» WHAT TO DO:
The entries must be repeated verbatim, and their images left out.

+++ SUPPLIED INFORMATION

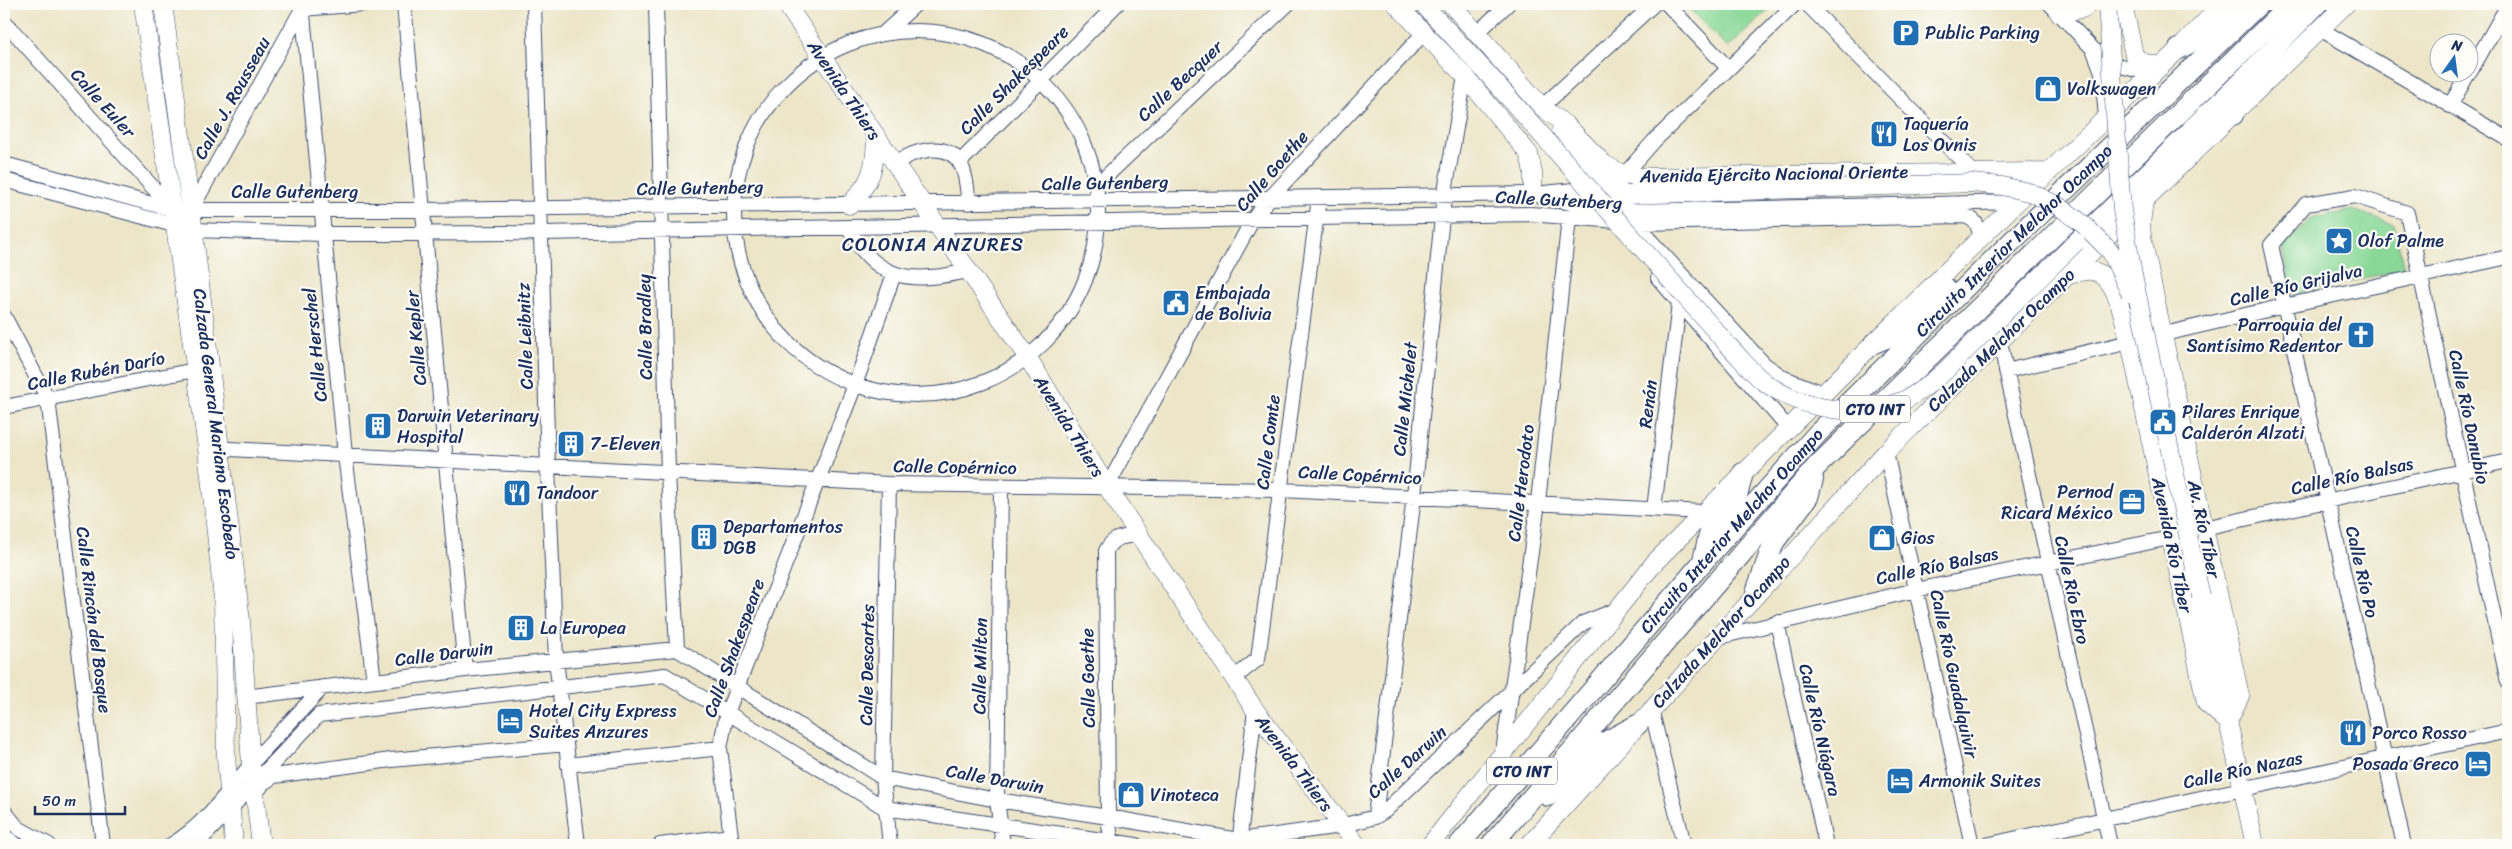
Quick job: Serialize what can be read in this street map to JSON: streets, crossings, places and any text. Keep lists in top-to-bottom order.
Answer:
{
  "streets": {
    "highway": ["Circuito Interior Melchor Ocampo", "CTO INT"],
    "main road": [
      "Avenida Thiers",
      "Avenida Ejército Nacional Oriente",
      "Calzada Melchor Ocampo",
      "Calzada General Mariano Escobedo",
      "Av. Río Tíber",
      "Avenida Río Tíber"
    ],
    "street": [
      "Calle Shakespeare",
      "Calle Becquer",
      "Calle J. Rousseau",
      "Calle Euler",
      "Calle Goethe",
      "Calle Gutenberg",
      "Calle Río Grijalva",
      "Calle Bradley",
      "Calle Leibnitz",
      "Calle Kepler",
      "Calle Herschel",
      "Calle Rubén Darío",
      "Calle Michelet",
      "Renán",
      "Calle Río Danubio",
      "Calle Comte",
      "Calle Copérnico",
      "Calle Río Balsas",
      "Calle Herodoto",
      "Calle Río Po",
      "Calle Río Ebro",
      "Calle Rincón del Bosque",
      "Calle Darwin",
      "Calle Descartes",
      "Calle Milton",
      "Calle Río Guadalquivir",
      "Calle Río Niágara",
      "Calle Río Nazas"
    ]
  },
  "crossings": [
    ["Calle Shakespeare", "Calle Copérnico"],
    ["Calle Shakespeare", "Calle Darwin"],
    ["Avenida Thiers", "Calle Goethe"],
    ["Avenida Thiers", "Calle Gutenberg"],
    ["Avenida Thiers", "Calle Comte"],
    ["Avenida Thiers", "Calle Copérnico"],
    ["Avenida Thiers", "Calle Darwin"],
    ["Calle J. Rousseau", "Calle Gutenberg"],
    ["Calle J. Rousseau", "Calle Herschel"],
    ["Calle J. Rousseau", "Calzada General Mariano Escobedo"],
    ["Calle Euler", "Calle Gutenberg"],
    ["Calle Euler", "Calzada General Mariano Escobedo"],
    ["Calle Goethe", "Calle Gutenberg"],
    ["Calle Goethe", "Calle Copérnico"],
    ["Calle Goethe", "Calle Darwin"],
    ["Avenida Ejército Nacional Oriente", "CTO INT"],
    ["Calle Gutenberg", "Calle Bradley"],
    ["Calle Gutenberg", "Calle Leibnitz"],
    ["Calle Gutenberg", "Calle Kepler"],
    ["Calle Gutenberg", "Calle Herschel"],
    ["Calle Gutenberg", "Calle Michelet"],
    ["Calle Gutenberg", "CTO INT"],
    ["Calle Gutenberg", "Calzada General Mariano Escobedo"],
    ["Calle Gutenberg", "Calle Comte"],
    ["Calle Gutenberg", "Calle Herodoto"],
    ["Calle Río Grijalva", "Calle Río Danubio"],
    ["Calle Río Grijalva", "Av. Río Tíber"],
    ["Calle Río Grijalva", "Calle Río Po"],
    ["Calle Bradley", "Calle Copérnico"],
    ["Calle Bradley", "Calle Darwin"],
    ["Calle Leibnitz", "Calle Copérnico"],
    ["Calle Leibnitz", "Calle Darwin"],
    ["Calle Kepler", "Calle Copérnico"],
    ["Calle Kepler", "Calle Darwin"],
    ["Calzada Melchor Ocampo", "Calle Río Balsas"],
    ["Calzada Melchor Ocampo", "Avenida Río Tíber"],
    ["Calzada Melchor Ocampo", "Calle Río Ebro"],
    ["Calzada Melchor Ocampo", "Calle Río Guadalquivir"],
    ["Calle Herschel", "Calle Copérnico"],
    ["Calle Herschel", "Calle Darwin"],
    ["Calle Rubén Darío", "Calzada General Mariano Escobedo"],
    ["Calle Rubén Darío", "Calle Rincón del Bosque"],
    ["Calle Michelet", "Calle Copérnico"],
    ["Calle Michelet", "Calle Darwin"],
    ["Renán", "Calle Copérnico"],
    ["CTO INT", "Calle Copérnico"],
    ["CTO INT", "Calle Herodoto"],
    ["CTO INT", "Calle Darwin"],
    ["Calle Río Danubio", "Calle Río Balsas"],
    ["Calle Río Danubio", "Calle Río Po"],
    ["Calzada General Mariano Escobedo", "Calle Copérnico"],
    ["Calzada General Mariano Escobedo", "Calle Darwin"],
    ["Calle Comte", "Calle Copérnico"],
    ["Calle Copérnico", "Calle Herodoto"],
    ["Calle Copérnico", "Calle Descartes"],
    ["Calle Copérnico", "Calle Milton"],
    ["Calle Río Balsas", "Av. Río Tíber"],
    ["Calle Río Balsas", "Avenida Río Tíber"],
    ["Calle Río Balsas", "Calle Río Po"],
    ["Calle Río Balsas", "Calle Río Ebro"],
    ["Calle Río Balsas", "Calle Río Guadalquivir"],
    ["Calle Río Balsas", "Calle Río Niágara"],
    ["Calle Herodoto", "Calle Darwin"],
    ["Av. Río Tíber", "Avenida Río Tíber"],
    ["Calle Río Po", "Calle Río Nazas"],
    ["Calle Río Ebro", "Calle Río Nazas"],
    ["Calle Darwin", "Calle Descartes"],
    ["Calle Darwin", "Calle Milton"]
  ],
  "districts": ["COLONIA ANZURES"],
  "places": {
    "parking": ["Public Parking"],
    "shop": ["Volkswagen", "Gios", "Vinoteca"],
    "restaurant": ["Taquería Los Ovnis", "Tandoor", "Porco Rosso"],
    "place": ["Olof Palme"],
    "public building": ["Embajada de Bolivia", "Pilares Enrique Calderón Alzati"],
    "church": ["Parroquia del Santísimo Redentor"],
    "building": [
      "Darwin Veterinary Hospital",
      "7-Eleven",
      "Departamentos DGB",
      "La Europea"
    ],
    "office": ["Pernod Ricard México"],
    "hotel": ["Hotel City Express Suites Anzures", "Posada Greco", "Armonik Suites"]
  },
  "scale_bar": "50 m",
  "north": "top"
}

++++++

» ANSWER BOX:
Quick job: Serialize what can be read in this street map to JSON: streets, crossings, places and any text. Keep lists in top-to-bottom order.
Answer:
{
  "streets": {
    "highway": ["Circuito Interior Melchor Ocampo", "CTO INT"],
    "main road": [
      "Avenida Thiers",
      "Avenida Ejército Nacional Oriente",
      "Calzada Melchor Ocampo",
      "Calzada General Mariano Escobedo",
      "Av. Río Tíber",
      "Avenida Río Tíber"
    ],
    "street": [
      "Calle Shakespeare",
      "Calle Becquer",
      "Calle J. Rousseau",
      "Calle Euler",
      "Calle Goethe",
      "Calle Gutenberg",
      "Calle Río Grijalva",
      "Calle Bradley",
      "Calle Leibnitz",
      "Calle Kepler",
      "Calle Herschel",
      "Calle Rubén Darío",
      "Calle Michelet",
      "Renán",
      "Calle Río Danubio",
      "Calle Comte",
      "Calle Copérnico",
      "Calle Río Balsas",
      "Calle Herodoto",
      "Calle Río Po",
      "Calle Río Ebro",
      "Calle Rincón del Bosque",
      "Calle Darwin",
      "Calle Descartes",
      "Calle Milton",
      "Calle Río Guadalquivir",
      "Calle Río Niágara",
      "Calle Río Nazas"
    ]
  },
  "crossings": [
    ["Calle Shakespeare", "Calle Copérnico"],
    ["Calle Shakespeare", "Calle Darwin"],
    ["Avenida Thiers", "Calle Goethe"],
    ["Avenida Thiers", "Calle Gutenberg"],
    ["Avenida Thiers", "Calle Comte"],
    ["Avenida Thiers", "Calle Copérnico"],
    ["Avenida Thiers", "Calle Darwin"],
    ["Calle J. Rousseau", "Calle Gutenberg"],
    ["Calle J. Rousseau", "Calle Herschel"],
    ["Calle J. Rousseau", "Calzada General Mariano Escobedo"],
    ["Calle Euler", "Calle Gutenberg"],
    ["Calle Euler", "Calzada General Mariano Escobedo"],
    ["Calle Goethe", "Calle Gutenberg"],
    ["Calle Goethe", "Calle Copérnico"],
    ["Calle Goethe", "Calle Darwin"],
    ["Avenida Ejército Nacional Oriente", "CTO INT"],
    ["Calle Gutenberg", "Calle Bradley"],
    ["Calle Gutenberg", "Calle Leibnitz"],
    ["Calle Gutenberg", "Calle Kepler"],
    ["Calle Gutenberg", "Calle Herschel"],
    ["Calle Gutenberg", "Calle Michelet"],
    ["Calle Gutenberg", "CTO INT"],
    ["Calle Gutenberg", "Calzada General Mariano Escobedo"],
    ["Calle Gutenberg", "Calle Comte"],
    ["Calle Gutenberg", "Calle Herodoto"],
    ["Calle Río Grijalva", "Calle Río Danubio"],
    ["Calle Río Grijalva", "Av. Río Tíber"],
    ["Calle Río Grijalva", "Calle Río Po"],
    ["Calle Bradley", "Calle Copérnico"],
    ["Calle Bradley", "Calle Darwin"],
    ["Calle Leibnitz", "Calle Copérnico"],
    ["Calle Leibnitz", "Calle Darwin"],
    ["Calle Kepler", "Calle Copérnico"],
    ["Calle Kepler", "Calle Darwin"],
    ["Calzada Melchor Ocampo", "Calle Río Balsas"],
    ["Calzada Melchor Ocampo", "Avenida Río Tíber"],
    ["Calzada Melchor Ocampo", "Calle Río Ebro"],
    ["Calzada Melchor Ocampo", "Calle Río Guadalquivir"],
    ["Calle Herschel", "Calle Copérnico"],
    ["Calle Herschel", "Calle Darwin"],
    ["Calle Rubén Darío", "Calzada General Mariano Escobedo"],
    ["Calle Rubén Darío", "Calle Rincón del Bosque"],
    ["Calle Michelet", "Calle Copérnico"],
    ["Calle Michelet", "Calle Darwin"],
    ["Renán", "Calle Copérnico"],
    ["CTO INT", "Calle Copérnico"],
    ["CTO INT", "Calle Herodoto"],
    ["CTO INT", "Calle Darwin"],
    ["Calle Río Danubio", "Calle Río Balsas"],
    ["Calle Río Danubio", "Calle Río Po"],
    ["Calzada General Mariano Escobedo", "Calle Copérnico"],
    ["Calzada General Mariano Escobedo", "Calle Darwin"],
    ["Calle Comte", "Calle Copérnico"],
    ["Calle Copérnico", "Calle Herodoto"],
    ["Calle Copérnico", "Calle Descartes"],
    ["Calle Copérnico", "Calle Milton"],
    ["Calle Río Balsas", "Av. Río Tíber"],
    ["Calle Río Balsas", "Avenida Río Tíber"],
    ["Calle Río Balsas", "Calle Río Po"],
    ["Calle Río Balsas", "Calle Río Ebro"],
    ["Calle Río Balsas", "Calle Río Guadalquivir"],
    ["Calle Río Balsas", "Calle Río Niágara"],
    ["Calle Herodoto", "Calle Darwin"],
    ["Av. Río Tíber", "Avenida Río Tíber"],
    ["Calle Río Po", "Calle Río Nazas"],
    ["Calle Río Ebro", "Calle Río Nazas"],
    ["Calle Darwin", "Calle Descartes"],
    ["Calle Darwin", "Calle Milton"]
  ],
  "districts": ["COLONIA ANZURES"],
  "places": {
    "parking": ["Public Parking"],
    "shop": ["Volkswagen", "Gios", "Vinoteca"],
    "restaurant": ["Taquería Los Ovnis", "Tandoor", "Porco Rosso"],
    "place": ["Olof Palme"],
    "public building": ["Embajada de Bolivia", "Pilares Enrique Calderón Alzati"],
    "church": ["Parroquia del Santísimo Redentor"],
    "building": [
      "Darwin Veterinary Hospital",
      "7-Eleven",
      "Departamentos DGB",
      "La Europea"
    ],
    "office": ["Pernod Ricard México"],
    "hotel": ["Hotel City Express Suites Anzures", "Posada Greco", "Armonik Suites"]
  },
  "scale_bar": "50 m",
  "north": "top"
}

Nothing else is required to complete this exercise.